Saved entries:
========

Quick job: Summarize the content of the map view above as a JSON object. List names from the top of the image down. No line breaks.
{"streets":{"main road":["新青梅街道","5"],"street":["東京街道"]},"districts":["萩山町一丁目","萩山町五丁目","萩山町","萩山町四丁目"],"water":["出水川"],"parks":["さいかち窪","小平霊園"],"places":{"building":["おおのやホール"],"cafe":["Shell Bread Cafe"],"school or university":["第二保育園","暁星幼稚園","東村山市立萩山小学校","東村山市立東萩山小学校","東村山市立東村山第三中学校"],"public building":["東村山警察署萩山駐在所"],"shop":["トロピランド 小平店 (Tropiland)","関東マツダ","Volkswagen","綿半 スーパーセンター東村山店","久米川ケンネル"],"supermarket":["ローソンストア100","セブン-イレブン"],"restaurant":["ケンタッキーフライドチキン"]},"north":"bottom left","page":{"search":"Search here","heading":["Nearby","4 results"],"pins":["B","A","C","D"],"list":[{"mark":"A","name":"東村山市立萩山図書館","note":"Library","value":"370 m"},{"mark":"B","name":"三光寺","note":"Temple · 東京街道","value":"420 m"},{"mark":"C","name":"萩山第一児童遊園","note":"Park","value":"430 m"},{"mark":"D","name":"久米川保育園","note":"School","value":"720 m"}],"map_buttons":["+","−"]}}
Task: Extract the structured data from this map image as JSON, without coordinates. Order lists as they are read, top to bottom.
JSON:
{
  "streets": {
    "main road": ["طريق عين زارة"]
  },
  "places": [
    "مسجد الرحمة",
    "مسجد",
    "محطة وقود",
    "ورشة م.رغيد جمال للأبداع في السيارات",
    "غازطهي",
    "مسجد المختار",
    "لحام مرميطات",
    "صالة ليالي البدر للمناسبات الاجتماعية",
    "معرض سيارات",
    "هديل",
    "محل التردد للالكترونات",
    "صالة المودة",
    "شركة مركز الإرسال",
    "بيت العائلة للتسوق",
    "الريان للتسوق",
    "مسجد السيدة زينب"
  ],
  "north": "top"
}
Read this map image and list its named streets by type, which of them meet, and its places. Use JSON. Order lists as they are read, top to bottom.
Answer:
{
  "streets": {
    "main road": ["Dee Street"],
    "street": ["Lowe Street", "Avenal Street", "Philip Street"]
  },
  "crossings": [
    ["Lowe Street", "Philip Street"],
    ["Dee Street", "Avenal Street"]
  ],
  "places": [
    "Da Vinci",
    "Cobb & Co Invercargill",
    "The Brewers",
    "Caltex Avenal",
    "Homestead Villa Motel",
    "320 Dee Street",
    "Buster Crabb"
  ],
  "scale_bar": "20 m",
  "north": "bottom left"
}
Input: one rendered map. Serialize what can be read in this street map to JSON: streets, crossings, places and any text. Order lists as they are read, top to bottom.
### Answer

========

ACTION ITEM —
The word "Order" appears in some lines above. Return every one of those lines.

WRITTEN RESPONSE —
Task: Extract the structured data from this map image as JSON, without coordinates. Order lists as they are read, top to bottom.
Read this map image and list its named streets by type, which of them meet, and its places. Use JSON. Order lists as they are read, top to bottom.
Input: one rendered map. Serialize what can be read in this street map to JSON: streets, crossings, places and any text. Order lists as they are read, top to bottom.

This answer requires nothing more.